La ringrazio per l’impegno di portare all’attenzione la ferocia con cui si sta distruggendo il valore della ricerca e la dignità delle persone che la svolgono.
agbiuso
Segnalo una lucida analisi di Mauro Tulli, Professore ordinario di Lingua e letteratura greca nell’Università di Pisa e membro del Consiglio Universitario Nazionale (CUN). Tulli analizza le sei figure di precariato che l’ennesima riforma dell’Università sta per produrre.

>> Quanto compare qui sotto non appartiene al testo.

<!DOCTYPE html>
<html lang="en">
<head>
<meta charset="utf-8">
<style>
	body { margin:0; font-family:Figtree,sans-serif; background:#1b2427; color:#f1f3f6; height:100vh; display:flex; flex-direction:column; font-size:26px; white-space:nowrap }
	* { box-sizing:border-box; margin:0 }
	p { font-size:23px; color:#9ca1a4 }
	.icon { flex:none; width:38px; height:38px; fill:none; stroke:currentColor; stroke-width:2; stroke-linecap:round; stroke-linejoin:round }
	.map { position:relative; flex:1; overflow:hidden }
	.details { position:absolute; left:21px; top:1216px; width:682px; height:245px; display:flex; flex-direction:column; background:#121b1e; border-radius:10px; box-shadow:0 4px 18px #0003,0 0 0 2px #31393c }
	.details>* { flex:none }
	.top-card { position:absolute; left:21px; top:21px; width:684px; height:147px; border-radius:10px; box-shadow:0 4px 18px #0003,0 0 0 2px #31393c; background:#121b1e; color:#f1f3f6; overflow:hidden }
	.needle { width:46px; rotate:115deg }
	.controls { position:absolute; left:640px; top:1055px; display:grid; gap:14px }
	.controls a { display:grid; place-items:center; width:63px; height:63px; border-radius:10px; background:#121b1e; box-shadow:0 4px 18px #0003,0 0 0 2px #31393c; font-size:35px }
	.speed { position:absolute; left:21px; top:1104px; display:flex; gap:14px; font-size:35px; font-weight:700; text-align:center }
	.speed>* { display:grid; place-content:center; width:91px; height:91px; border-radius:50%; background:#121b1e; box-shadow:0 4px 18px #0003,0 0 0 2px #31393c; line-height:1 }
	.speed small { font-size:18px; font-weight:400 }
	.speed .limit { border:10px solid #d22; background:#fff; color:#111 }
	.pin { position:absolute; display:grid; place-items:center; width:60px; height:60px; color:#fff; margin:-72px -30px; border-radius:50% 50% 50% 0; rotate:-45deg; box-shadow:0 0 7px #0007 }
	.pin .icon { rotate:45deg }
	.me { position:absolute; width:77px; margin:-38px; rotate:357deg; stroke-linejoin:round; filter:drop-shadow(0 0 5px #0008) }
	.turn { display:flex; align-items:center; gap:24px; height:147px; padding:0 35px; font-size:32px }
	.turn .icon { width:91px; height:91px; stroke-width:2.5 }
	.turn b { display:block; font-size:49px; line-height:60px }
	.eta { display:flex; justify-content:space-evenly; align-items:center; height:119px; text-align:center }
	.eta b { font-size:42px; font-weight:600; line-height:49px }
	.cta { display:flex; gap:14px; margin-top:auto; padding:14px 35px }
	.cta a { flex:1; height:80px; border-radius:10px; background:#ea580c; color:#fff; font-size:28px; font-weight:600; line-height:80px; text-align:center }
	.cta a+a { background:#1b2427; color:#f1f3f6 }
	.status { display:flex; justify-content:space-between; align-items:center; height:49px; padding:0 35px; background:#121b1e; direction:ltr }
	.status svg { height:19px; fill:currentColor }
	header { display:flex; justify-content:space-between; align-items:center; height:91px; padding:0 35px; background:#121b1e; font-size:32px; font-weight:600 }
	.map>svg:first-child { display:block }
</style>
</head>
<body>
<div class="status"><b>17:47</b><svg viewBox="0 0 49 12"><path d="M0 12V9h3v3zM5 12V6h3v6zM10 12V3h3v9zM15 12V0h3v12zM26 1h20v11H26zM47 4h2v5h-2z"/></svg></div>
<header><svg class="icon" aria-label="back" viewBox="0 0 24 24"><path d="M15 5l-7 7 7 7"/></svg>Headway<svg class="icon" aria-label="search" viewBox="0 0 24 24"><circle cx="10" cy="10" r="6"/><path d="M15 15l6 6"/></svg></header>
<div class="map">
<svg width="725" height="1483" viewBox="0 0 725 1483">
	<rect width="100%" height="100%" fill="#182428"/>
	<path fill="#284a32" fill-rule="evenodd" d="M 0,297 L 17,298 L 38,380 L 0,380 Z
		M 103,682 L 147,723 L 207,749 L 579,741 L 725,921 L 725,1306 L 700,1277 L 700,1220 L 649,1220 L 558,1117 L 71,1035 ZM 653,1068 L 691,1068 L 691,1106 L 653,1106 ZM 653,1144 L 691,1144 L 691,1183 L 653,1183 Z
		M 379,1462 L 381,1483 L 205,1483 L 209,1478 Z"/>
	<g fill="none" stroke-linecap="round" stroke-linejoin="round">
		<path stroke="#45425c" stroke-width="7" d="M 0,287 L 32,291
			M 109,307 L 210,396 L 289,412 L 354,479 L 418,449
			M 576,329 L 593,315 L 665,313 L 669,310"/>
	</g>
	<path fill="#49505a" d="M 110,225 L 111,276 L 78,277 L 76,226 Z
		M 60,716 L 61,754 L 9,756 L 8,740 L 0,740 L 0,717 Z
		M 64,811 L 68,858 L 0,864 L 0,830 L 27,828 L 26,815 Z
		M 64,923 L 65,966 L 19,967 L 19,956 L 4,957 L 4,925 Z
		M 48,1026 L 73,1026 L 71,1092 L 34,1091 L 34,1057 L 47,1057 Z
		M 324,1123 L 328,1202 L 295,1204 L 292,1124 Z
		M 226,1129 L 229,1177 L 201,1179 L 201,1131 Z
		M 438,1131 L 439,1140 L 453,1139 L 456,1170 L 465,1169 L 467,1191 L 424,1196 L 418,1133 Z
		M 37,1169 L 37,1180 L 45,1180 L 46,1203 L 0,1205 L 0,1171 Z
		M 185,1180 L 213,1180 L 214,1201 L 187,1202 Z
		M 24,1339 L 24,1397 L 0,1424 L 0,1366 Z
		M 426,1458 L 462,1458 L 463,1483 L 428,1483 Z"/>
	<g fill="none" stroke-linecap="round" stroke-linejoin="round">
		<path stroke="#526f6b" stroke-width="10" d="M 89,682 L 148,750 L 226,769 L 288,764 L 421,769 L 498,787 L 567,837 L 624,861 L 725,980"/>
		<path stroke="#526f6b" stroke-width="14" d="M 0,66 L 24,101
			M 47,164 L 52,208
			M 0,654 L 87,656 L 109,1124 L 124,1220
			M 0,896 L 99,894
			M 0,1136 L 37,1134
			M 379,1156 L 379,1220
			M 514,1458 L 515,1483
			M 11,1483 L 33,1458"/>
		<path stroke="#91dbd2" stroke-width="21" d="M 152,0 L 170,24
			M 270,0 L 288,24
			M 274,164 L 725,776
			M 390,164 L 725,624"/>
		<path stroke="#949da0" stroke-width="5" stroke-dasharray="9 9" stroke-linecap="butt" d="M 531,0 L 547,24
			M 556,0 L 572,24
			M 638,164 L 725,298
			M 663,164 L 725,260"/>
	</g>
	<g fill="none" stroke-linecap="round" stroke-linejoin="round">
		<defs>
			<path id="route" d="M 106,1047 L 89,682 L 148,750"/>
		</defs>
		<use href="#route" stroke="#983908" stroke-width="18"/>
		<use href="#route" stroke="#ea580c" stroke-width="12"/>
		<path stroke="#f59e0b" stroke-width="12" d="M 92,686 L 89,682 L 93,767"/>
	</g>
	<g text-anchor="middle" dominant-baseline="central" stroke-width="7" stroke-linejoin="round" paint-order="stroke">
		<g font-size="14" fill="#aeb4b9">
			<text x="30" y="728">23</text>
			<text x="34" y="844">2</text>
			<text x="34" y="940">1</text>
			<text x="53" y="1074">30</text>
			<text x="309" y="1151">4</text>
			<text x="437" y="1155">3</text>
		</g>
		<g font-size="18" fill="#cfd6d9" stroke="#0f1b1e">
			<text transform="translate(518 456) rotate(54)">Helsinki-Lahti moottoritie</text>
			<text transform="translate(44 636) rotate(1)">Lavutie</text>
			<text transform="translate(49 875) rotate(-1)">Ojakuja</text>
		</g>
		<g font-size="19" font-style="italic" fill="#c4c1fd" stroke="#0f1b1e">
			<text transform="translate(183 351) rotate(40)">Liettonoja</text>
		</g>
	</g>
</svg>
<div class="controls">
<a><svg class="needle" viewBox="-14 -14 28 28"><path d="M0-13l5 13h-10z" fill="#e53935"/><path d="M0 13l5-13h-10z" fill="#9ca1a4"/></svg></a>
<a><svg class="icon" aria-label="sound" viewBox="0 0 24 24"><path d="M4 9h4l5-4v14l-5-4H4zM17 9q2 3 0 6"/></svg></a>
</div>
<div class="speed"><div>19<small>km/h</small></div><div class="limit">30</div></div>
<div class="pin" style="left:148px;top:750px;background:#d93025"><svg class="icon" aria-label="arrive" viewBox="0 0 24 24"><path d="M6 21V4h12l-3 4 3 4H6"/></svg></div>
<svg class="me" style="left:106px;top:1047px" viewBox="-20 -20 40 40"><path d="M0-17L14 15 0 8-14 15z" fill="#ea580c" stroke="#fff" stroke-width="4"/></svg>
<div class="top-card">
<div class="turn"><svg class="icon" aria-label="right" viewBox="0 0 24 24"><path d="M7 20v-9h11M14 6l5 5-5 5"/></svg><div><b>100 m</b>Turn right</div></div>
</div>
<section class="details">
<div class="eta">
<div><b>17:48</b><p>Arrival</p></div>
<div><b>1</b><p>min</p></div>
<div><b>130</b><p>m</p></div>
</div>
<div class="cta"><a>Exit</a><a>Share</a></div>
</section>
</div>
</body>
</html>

Il testo si trova sul sito dell’Associazione To Hellenikon ma lo metto a disposizione anche come pdf: Un contributo per il CUN sullo schema di pre-ruolo proposto dalla commissione Bernini (14.6.2024)
salvatore giarrusso
Carissimo Professore, come Lei sa, il mio osservatorio è singolare e modesto. Da questo mio percorso, pensavo di trovare nell’università un mondo meraviglioso e invece scopro tante criticità. La lettera della Nostra Studentessa, meravigliosa, mi porta ad una comparazione fra competenze improprie ma, utili per esprimere la mia rabbia che se non superiore, è uguale a quella della studentessa. Nel mio mondo, (Metalmeccanico, saldatori e tubisti), ti puoi comprare tutti i CFU (patentini) che vuoi. Nel momento che ti presenti per un lavoro, devi fare le prove d’arte e dimostrare le competenze che hai. In questo nuovo mondo dove mi trovo, vivo la drammaticità dei miei giovani colleghi, la loro angoscia, la nostra impotenza e, penso che se non si riflette seriamente su questa denuncia a partire dai rappresentanti degli studenti, l’università per censo è inevitabile. La cultura può salvarci o, può affossarci a condizione che prenda una strada virtuosa. Una strada che sia una cultura diffusa, permanente, gratis, esercitata da tutti. Una cultura dove prevalgano le “prove d’arte”, le competenze al posto dei soldi e delle disponibilità economiche.
Michele Del Vecchio
Caro Alberto, i due testi che mi hai inviato, il tuo e quello della “studentessa”, -davvero stupenda nella implacabile e luminosa forza del suo coraggio e della verità che entrambi sorreggono la sua argomentata e dettagliata denuncia- li ho letti con sentimenti e stati d’animo simili a quelli che hanno ispirato i vostri scritti. Essi sono due testimonianze di alto profilo che non esito a definire “tragiche” in quanto mettono in luce il collasso spirituale, intellettuale e politico di un paese, il nostro, che per colpevole ignavia ha dismesso il precedente sistema scolastico – forse non adatto a fronteggiare la scolarizzazione di massa-ma capace comunque di assicurare una formazione dignitosa ai suoi studenti.A partire dai primi anni sessanta del secolo scorso è iniziato il lavoro di smantellamento della precedente architettura scolastica. L’operazione è stata condotta, quasi sempre, da un ceto politico non alla altezza del compito. Inoltre l’appoggio dei sindacati scuola e il sostegno dei ministeriali hanno avuto una importanza decisiva nell’ avviare una stagione di riforme della scuola sulle quali ha avuto un peso enorme il ’68 che nel frattempo si era imposto nel paese. Da allora la scuola italiana, e il sistema universitario, ne hanno viste di tutti i colori. La grave crisi in cui ancora ci troviamo non lascia sperare, purtroppo, in vie di uscita ravvicinate e convincenti.